If you run into something you cannot parse, you have to make your decision or perform your action based on what you've parsed already.

The design is that way because in IPv6, each extension header "wraps" the rest of the packet. If you see the routing header, then some header you've never heard of, then the payload, then you cannot parse the payload. The meaning of the payload depends in principle on the header you don't know how to interpret.

Routers can route such packets, because all they need is the routing header. Deep packet inspection gadgets and suchlike need to know a lot, but then that's their fate anyway.

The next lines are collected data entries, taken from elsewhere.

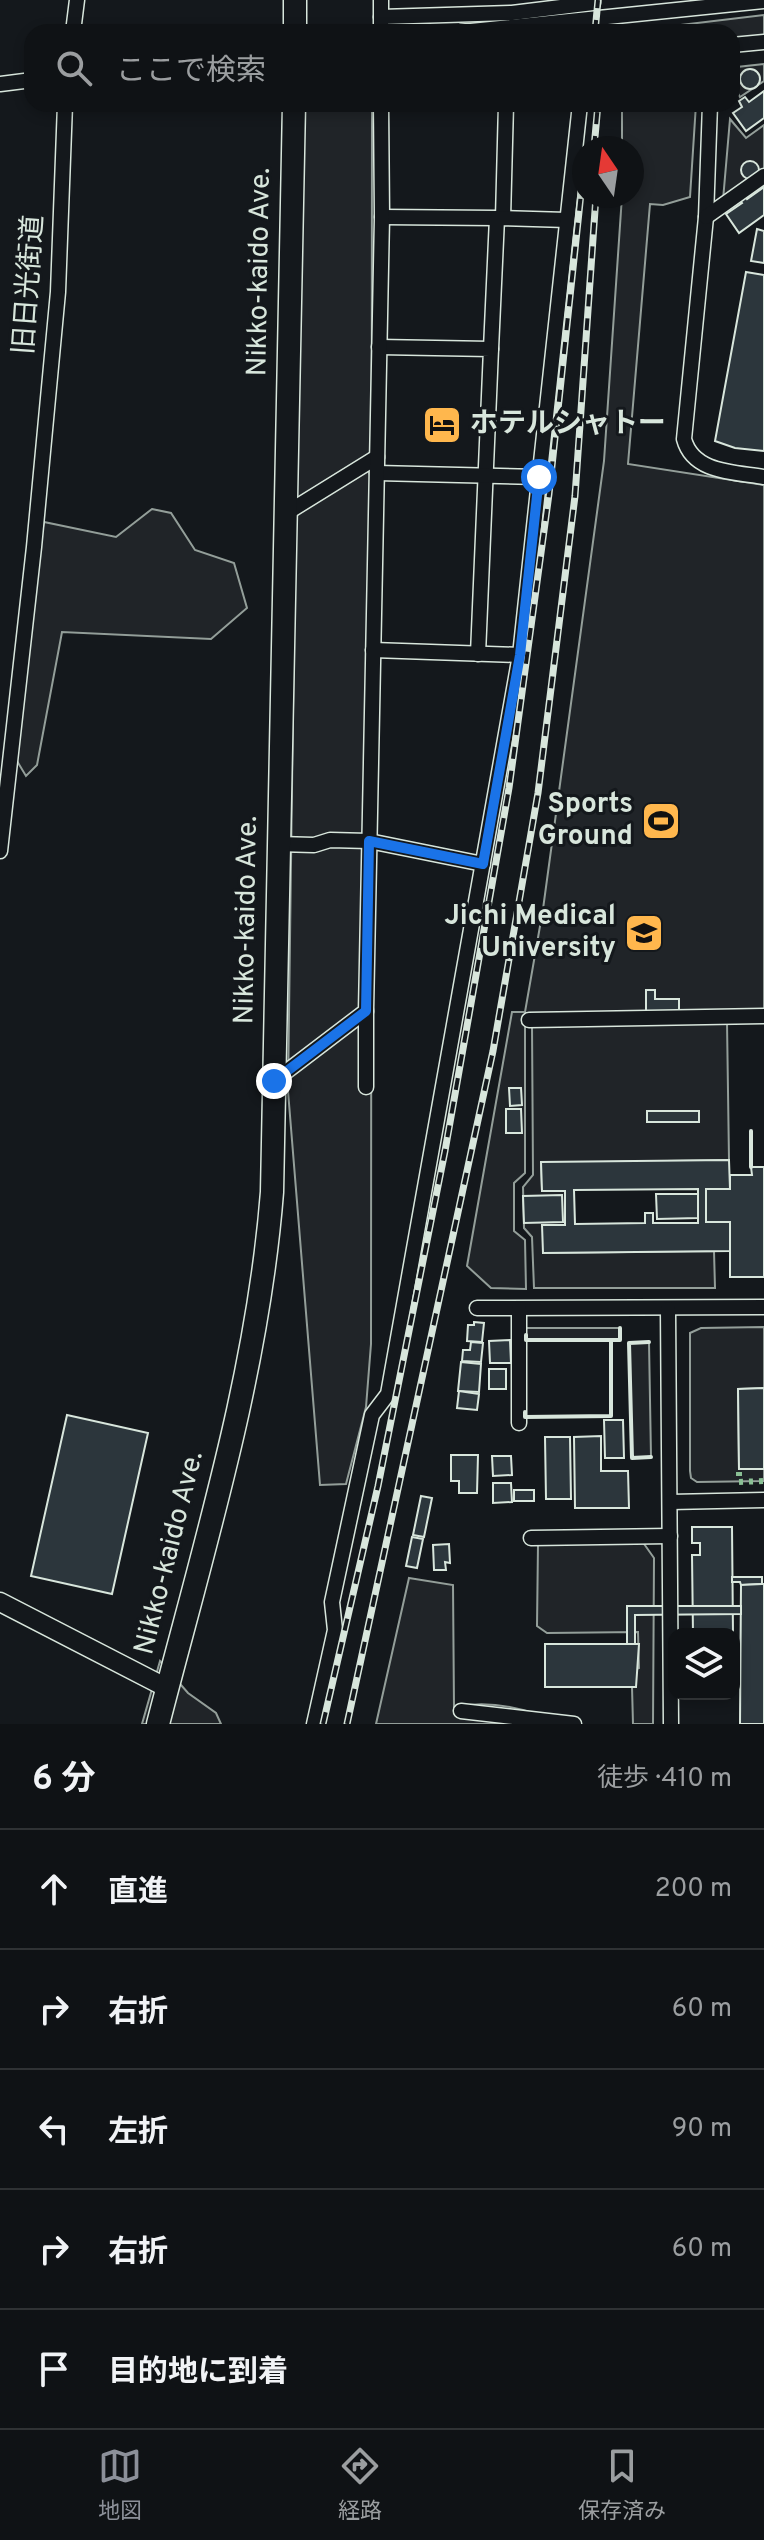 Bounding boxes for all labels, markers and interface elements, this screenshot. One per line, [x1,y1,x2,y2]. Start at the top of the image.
search box [24,24,740,112]
icon: search [52,46,96,90]
text: ここで検索 [116,54,266,91]
north arrow [572,136,644,208]
street label: Nikko-kaido Ave. [240,167,280,377]
street label: 旧日光街道 [7,214,53,356]
hotel icon: ホテルシャトー [421,404,463,446]
place label: ホテルシャトー [470,407,666,443]
route start [521,459,557,495]
place label: Sports Ground [538,787,633,855]
sports icon: Sports Ground [640,800,682,842]
street label: Nikko-kaido Ave. [227,815,267,1025]
place label: Jichi Medical University [444,899,616,967]
school or university icon: Jichi Medical University [623,912,665,954]
route end [256,1063,292,1099]
street label: Nikko-kaido Ave. [127,1447,213,1659]
map controls [668,1628,740,1700]
button: layers [668,1628,740,1700]
text: 6 分 [32,1759,95,1802]
text: 徒歩 · 410 m [597,1763,732,1796]
icon: ahead [32,1867,76,1911]
text: 200 m [655,1873,732,1906]
text: 直進 [108,1875,168,1912]
icon: right [32,1987,76,2031]
text: 60 m [672,1993,732,2026]
text: 右折 [108,1995,168,2032]
icon: left [32,2107,76,2151]
text: 90 m [672,2113,732,2146]
text: 左折 [108,2115,168,2152]
icon: right [32,2227,76,2271]
text: 60 m [672,2233,732,2266]
text: 右折 [108,2235,168,2272]
icon: arrive [32,2347,76,2391]
text: 目的地に到着 [108,2355,288,2392]
tab: 地図 [98,2444,142,2526]
tab: 経路 [338,2444,382,2526]
tab: 保存済み [578,2444,666,2526]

Edited to add: This design means that middleboxes can only change what they know. If a middlebox sees a header it doesn't know, then it has only two options: Reject or pass on. In IPv4 it could also remove the unknown extension and pass on the rest. IMO this property makes the design more rather than less extensible.

Solution 2

What if I encounter an unrecognized extension header type?

From RFC 2460:

If, as a result of processing a header, a node is required to proceed to the next header but the Next Header value in the current header is unrecognized by the node, it should discard the packet and send an ICMP Parameter Problem message to the source of the packet, with an ICMP Code value of 1 ("unrecognized Next Header type encountered") and the ICMP Pointer field containing the offset of the unrecognized value within the original packet. The same action should be taken if a node encounters a Next Header value of zero in any header other than an IPv6 header.

Solution 3

It is (in the real world) impossible to add a new extension header to IPv6.

Incorrect, because:

  1. Only the destination host is allowed to reject based on unrecognized extensions headers (with that one exception mentioned in the question you linked)

  2. If your new extension header is in some way optional (it had better be), you will receive an ICMP error about that and can try again without it.

Solution 4

The update RFC 6564 covers this case. It lays out exactly the scenario you describe and puts forth a format for any new extension headers (if any are ever defined) which middleboxes such as yours will be able to work with, at least some of the time.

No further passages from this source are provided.